I have a 29 gallon tank. I have read that this most likely means that I should shoot for 2 watts per gallon so I would be interested in either a 55w or 60 w setup. The problem I have is that the hood that came w/ the aquarium only has one slot for a 20 watt bulb. 

What is the best product for me to purchase to make this upgrade? I see there are compact converters, etc. I basically want the 1) easiest 2) cheapest solution. Also, do i buy these products online? I have yet to see a fish store sell these "upgrades". Are there good websites to buy them from? How much will it cost?

Thanks ahead of time for any feedback.


----------



## turbowagon (Jan 5, 2006)

Easiest solution: 65W Coralife 30" Freshwater Fixture ($57.95 here: http://www.hellolights.com/301xcofraqcf.html)

Cheapest solution: build your own from an ahsupply kit (http://www.ahsupply.com)


----------



## TetraFreak (Mar 15, 2006)

Depending on the hood you might be able to get a Retrofit kit from www.ahsupply.com for a reasonable price.

Another option would be to check out eBay for the CF lighting.

I recently got a 4 x 55 Watt CF for my 55 Gal for a grand Total of $85 and that included shipping.

Then there's also www.aquabid.com which is also a decent place to find things.

Hope this helps!

PEACE!

-TF


----------



## goldman (Mar 22, 2006)

thank you for the suggetsions/ and feedback..very helpful..

do these lights get too "hot"? I have read that some people say their lights get very hot- i'd like to avoid a fire obviously. thanks


----------



## Bert H (Mar 2, 2004)

Welcome to apc. I second the choice of an ah supply retrofit www.ahsupply.com - great product, very helpful. With 55W you should be fine for the low light set up you're looking for.


----------



## goldman (Mar 22, 2006)

perhaps i am missing something- but the ahs kit looks like it does not come with the light bulbs. the aqualife kit comes with a light bulb and ultimatley is cheaper and easier. What is the advantage for a retrofit? Wouldn't the aqualife just go in place of my old lighting unit over my hood?


----------



## TetraFreak (Mar 15, 2006)

the AHSupply kit does not include the bulb. But they sell them for ~$20

But if you buy a CF fixture, you're gonna need to replace the actinic with the correct bulb anyway.


----------



## turbowagon (Jan 5, 2006)

The Coralife fixture in the link I supplied comes with a 6700K bulb, so there will be no need to buy another bulb. If you decide to go with the coralife, it is a standalone unit that should not be used with a canopy.
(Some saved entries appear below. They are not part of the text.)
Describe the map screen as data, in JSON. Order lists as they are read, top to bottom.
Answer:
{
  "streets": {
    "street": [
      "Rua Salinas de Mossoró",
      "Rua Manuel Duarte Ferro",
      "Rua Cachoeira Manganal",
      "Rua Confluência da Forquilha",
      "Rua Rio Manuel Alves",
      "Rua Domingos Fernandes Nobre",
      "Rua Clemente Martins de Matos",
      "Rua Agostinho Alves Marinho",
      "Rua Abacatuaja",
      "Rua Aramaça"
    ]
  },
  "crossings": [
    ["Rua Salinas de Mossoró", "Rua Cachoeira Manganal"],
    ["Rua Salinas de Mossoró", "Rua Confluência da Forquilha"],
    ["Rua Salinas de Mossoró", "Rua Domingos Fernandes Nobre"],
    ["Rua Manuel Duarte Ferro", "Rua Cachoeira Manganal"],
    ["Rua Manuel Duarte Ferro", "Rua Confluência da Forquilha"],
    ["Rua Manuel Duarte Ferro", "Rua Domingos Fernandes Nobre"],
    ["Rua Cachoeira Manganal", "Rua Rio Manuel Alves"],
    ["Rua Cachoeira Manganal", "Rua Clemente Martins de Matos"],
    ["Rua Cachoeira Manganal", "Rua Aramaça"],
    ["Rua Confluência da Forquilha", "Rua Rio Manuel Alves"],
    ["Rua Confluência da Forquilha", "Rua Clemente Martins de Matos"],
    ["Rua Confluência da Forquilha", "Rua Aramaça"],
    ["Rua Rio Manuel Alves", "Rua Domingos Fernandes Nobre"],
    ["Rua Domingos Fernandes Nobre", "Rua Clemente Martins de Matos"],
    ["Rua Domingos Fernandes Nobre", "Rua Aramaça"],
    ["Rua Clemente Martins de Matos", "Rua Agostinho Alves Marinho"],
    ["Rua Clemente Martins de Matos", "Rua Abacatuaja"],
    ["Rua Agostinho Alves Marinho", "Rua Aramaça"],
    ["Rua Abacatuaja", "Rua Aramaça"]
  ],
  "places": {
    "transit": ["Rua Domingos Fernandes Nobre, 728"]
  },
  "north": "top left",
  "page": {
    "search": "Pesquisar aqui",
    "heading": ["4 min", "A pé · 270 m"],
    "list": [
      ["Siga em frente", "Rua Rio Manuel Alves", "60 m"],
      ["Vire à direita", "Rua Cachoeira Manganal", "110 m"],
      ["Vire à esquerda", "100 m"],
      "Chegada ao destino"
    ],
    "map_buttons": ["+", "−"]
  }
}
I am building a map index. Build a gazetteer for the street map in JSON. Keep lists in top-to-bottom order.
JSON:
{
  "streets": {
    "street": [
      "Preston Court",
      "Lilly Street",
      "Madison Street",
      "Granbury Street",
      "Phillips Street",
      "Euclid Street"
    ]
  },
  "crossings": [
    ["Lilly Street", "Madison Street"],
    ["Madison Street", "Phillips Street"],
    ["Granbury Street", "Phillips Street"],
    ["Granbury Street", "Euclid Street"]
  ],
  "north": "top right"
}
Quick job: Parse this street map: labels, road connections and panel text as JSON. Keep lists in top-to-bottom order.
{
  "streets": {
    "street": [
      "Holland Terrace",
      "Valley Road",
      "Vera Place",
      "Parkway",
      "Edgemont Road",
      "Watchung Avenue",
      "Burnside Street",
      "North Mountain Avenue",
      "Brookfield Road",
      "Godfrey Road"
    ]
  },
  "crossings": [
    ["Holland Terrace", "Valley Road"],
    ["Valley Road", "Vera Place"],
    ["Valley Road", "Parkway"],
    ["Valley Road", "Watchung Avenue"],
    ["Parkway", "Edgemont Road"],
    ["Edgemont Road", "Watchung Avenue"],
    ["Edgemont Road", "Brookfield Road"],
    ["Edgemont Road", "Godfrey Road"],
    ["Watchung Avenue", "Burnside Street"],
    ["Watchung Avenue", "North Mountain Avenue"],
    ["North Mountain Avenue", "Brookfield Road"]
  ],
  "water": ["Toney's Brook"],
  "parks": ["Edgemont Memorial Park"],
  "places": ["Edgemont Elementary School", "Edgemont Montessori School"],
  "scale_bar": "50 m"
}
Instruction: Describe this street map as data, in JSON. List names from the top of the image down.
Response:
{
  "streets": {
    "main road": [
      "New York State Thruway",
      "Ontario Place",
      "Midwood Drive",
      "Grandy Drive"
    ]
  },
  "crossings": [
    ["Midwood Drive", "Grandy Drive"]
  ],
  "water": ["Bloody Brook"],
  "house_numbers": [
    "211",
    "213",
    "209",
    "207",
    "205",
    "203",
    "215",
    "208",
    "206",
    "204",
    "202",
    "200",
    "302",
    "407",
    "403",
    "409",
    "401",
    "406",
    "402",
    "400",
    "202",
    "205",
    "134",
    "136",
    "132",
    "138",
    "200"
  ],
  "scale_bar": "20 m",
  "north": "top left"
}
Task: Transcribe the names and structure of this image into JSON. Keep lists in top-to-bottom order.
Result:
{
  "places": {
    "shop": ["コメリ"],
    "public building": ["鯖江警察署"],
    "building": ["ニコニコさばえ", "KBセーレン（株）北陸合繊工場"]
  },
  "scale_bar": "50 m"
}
You can either lay it on top of a glass top (these run around $12-$15), or mount it using the plastic legs you can buy as an accessory ($7-$14, depending on if you get the adjustable legs). If using the legs, you have the option to keep an open top, or you can still use a glass top if you have escape artists or are worried about evaporation.


I think both solutions are pretty similar in price, so it comes down to whether you are a Do-It-Yourself'er or not. If not, go with the Coralife; you will be pleased. If you are a DIY'er, ahsupply seems to be the highest-regarded source for aquarium lighting components and their reflectors are top-notch.


----------



## goldman (Mar 22, 2006)

thank you so much for your help- it is really nice of you. i think you sold me on the corallife as i am not a diy'er. although i sometimes try.

could you possibly just answer a couple more?

1. i assume this does not get too hot to pose a fire hazard

2. i already have a hood and light fixture on top of tank. there is a glass covering where the current light fixture rests. i assume that i would simply replace this new fixture with that one? or do i still need the legs?


----------



## goldman (Mar 22, 2006)

and almost forgot, #3, now that i am at 2 watts per gallon, do i need to add co2 or just fertilizers? i read taht co2 probably isn't necessary at 2 watts per gallon. only in excess of 3 watts?


----------



## turbowagon (Jan 5, 2006)

1. There are always risks involved when suspending high-powered lights over a tank of water. That said, I have been using a 2X65W Coralife fixture, and it has not gotten hot to the point where I worry too much. Many others on these forums use these fixtures without issues.

2. I'm not sure exactly what your existing "hood" looks like, but you do not want to enclose the Coralife unit inside any air-restricting enclosure. If you can salvage the glass top portion of your previous hood, you may be able to go without the legs. The nice thing about the adjustable legs (I just ordered a set for myself), is that you can flip the lights up at a 90 degree angle which will make tank maintenance a lot easier.

3. If you want to keep a low-tech setup, you can probably do fine by adding Seachem Excel instead of CO2. But your plants would certainly benefit from CO2 if you felt like adding it, and your choice of plants will increase. CO2 also helps keep certain types of algae from spreading.


----------